Ethereum was first mentioned in whitepaper published by Vitalik Buterin back in 2013. He described his vision for a smart contract platform called Ethereum. However, it wasn't until 2015 that he released the code for Ethereum which started the development process.
Ethereum is a decentralised computing platform that runs smart contracts. Smart contracts are automated programs that run without any human intervention on a public blockchain network. They were originally designed to help automate financial transactions. However, they could be applied to just about anything.
Smart contracts work because they're programmed to follow certain rules. Once these rules are set, the contract cannot be changed. So once the terms of the agreement are agreed upon, the contract automatically executes according to those terms.
With the advent of Ethereum 2.0 coming within the next 1-2 years we will see major infastructure upgrades for Ethereum helping boost security, efficiency and scaling. See our blog post discussing the Ethereum 2.0 changes in more detail. Click here
What is Bitcoin?
Bitcoin is an open source peer-to-peer cryptocurrency protocol invented by Satoshi Nakamoto in 2009. It uses cryptography to secure its network and provide anonymity to users. The original paper describing the invention is available online.
Satoshi Nakamoto created bitcoin with the intention of creating a currency that was completely independent from banks and governments. In order to achieve this goal, Nakamoto used cryptography to ensure that no single party controls the supply of bitcoins.
In addition to being free from central control, the decentralized nature of the bitcoin protocol allows anyone to participate in mining new blocks and authenticating transactions. Bitcoin is the original cryptocurrency and still holds the largest market cap at $591 billion.
Ethereum and Bitcoin - The Key Differences?
Both Ethereum and Bitcoin use blockchain technology but there are some key differences between them. Starting with the most obvious difference which is Ethereum's use of smart contracts.
As explained above, smart contracts are automated programs that execute automatically based on pre-agreed conditions. This gives Ethereum the ability to create decentralized applications that have never been possible before. For example, you can build an application that allows people to trade shares using their own funds.
Ethereum's smart contracts also allow for the existence of other digital assets such as NFT's. NFT's (Non-fungible tokens) are unique assets that represent things like collectibles or even digital art. They have become very popular over the last few years.
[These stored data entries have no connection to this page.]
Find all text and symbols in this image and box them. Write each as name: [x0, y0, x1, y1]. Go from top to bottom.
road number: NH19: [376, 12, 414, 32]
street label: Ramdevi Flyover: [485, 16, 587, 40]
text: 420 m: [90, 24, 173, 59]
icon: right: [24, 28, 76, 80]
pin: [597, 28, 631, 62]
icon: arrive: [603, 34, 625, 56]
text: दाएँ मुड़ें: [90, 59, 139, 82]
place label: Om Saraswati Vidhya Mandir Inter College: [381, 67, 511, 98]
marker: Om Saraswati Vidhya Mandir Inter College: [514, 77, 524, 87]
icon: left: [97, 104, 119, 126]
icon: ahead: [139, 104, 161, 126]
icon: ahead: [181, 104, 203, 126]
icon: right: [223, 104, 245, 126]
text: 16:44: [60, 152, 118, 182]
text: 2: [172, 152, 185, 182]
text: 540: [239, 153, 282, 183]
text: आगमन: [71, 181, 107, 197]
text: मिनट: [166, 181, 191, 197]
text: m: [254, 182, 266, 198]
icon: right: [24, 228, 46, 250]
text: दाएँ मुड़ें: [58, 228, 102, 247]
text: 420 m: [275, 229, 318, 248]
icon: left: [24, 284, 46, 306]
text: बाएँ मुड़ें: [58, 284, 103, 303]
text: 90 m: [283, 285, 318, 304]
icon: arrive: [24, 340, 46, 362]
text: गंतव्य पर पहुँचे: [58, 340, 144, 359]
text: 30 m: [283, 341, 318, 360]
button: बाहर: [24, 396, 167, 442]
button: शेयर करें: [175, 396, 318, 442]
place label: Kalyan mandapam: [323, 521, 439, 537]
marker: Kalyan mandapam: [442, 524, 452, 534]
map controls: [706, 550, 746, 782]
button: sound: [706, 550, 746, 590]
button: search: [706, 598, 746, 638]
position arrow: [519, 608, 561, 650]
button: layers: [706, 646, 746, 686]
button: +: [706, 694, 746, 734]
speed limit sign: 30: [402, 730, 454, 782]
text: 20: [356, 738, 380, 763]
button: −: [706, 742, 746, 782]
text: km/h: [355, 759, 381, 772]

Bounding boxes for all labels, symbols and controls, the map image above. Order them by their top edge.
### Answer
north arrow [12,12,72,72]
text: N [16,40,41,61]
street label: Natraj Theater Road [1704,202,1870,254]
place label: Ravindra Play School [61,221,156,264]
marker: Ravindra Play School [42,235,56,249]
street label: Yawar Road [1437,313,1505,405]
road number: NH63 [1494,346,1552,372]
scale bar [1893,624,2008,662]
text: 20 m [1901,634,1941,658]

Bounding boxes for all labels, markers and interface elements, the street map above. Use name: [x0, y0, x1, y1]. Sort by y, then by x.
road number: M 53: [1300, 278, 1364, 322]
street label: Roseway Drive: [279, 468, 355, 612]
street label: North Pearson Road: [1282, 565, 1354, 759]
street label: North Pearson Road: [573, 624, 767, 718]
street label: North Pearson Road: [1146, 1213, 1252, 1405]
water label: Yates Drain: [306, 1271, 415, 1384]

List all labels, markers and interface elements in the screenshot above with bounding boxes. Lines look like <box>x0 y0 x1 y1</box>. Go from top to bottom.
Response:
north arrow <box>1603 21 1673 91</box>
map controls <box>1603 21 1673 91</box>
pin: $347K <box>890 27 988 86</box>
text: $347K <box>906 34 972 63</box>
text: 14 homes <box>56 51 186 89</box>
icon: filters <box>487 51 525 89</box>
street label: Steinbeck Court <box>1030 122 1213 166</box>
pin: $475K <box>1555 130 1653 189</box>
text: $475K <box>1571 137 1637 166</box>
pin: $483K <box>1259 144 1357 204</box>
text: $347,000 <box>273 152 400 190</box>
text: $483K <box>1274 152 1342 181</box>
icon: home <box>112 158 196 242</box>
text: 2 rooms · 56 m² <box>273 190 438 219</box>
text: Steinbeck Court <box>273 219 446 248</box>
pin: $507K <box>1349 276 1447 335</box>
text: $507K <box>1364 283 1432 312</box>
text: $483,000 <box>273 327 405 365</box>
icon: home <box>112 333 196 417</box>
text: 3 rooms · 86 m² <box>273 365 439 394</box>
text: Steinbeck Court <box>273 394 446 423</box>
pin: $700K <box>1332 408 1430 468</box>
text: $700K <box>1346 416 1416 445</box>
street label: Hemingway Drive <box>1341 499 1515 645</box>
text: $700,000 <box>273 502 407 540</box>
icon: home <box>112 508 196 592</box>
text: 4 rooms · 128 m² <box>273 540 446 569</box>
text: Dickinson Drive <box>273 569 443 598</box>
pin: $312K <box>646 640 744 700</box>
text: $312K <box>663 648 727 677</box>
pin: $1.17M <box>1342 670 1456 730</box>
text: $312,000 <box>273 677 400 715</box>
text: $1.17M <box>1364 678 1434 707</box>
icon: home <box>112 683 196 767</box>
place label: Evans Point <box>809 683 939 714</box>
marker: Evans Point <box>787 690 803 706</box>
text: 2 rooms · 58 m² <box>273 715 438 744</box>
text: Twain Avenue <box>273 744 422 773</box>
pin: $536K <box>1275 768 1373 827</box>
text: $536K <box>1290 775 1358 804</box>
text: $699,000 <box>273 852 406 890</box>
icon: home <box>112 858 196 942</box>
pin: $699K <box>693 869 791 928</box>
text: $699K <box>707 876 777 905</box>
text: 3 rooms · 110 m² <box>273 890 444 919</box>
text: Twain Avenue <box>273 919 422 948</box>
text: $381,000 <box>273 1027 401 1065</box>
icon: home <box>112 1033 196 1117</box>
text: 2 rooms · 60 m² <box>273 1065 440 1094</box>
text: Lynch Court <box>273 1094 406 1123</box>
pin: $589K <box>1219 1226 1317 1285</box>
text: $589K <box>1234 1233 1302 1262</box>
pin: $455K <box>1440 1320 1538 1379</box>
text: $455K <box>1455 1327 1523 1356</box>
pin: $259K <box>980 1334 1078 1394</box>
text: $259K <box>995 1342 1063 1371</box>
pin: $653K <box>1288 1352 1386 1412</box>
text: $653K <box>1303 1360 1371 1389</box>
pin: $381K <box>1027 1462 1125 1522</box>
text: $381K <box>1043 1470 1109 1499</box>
Both Bitcoin and Ethereum use a consensus protocol called Proof of Work (PoW). As mentioned within the next few years upon the Eth2 upgrade completion, Ethereum will move to a different system called Proof of Stake (PoS) as an upgrade to its Eth2 blockchain. Checkout our article on Ethereum 2.0 do see more detail on changes and improvements. Click here
Summary
Cryptocurrency has taken the world by storm in recent years. While it may not be your first choice of investment, it certainly isn't going anywhere anytime soon. If you want to learn more about cryptocurrencies then subscribe to our blog or follow us on twitter @portfolio_hub_. We've got lots of great content lined up so stay tuned!
If you enjoyed this blog post then consider leaving a comment down below or sharing our post on social media.
Thanks for Reading 😀
FAQ
Should I Buy Bitcoin or Ethereum?
There are similar risks associated with both Bitcoin and Ethereum, and the potential growth of either is highly speculative. As the top two cryptos on the market, most experts say both are good options if you are just starting a crypto investment journey. And then others say it’s just as well to split the difference and invest in both.
Source: (time.com)
Is Ethereum better than Bitcoin?
Ethereum can do everything that Bitcoin can, and so much more. Ethereum is a decentralized computing platform where a new era of automated financial applications are being built to connect the global economy on a trustless and decentralized blockchain.
Source: (benzinga.com)
Should I Be Considering Any Other Cryptos?
Definitely not as a beginner, according to the experts we’ve talked to. Altcoins are even more unpredictable than the already-volatile Bitcoin and Ethereum.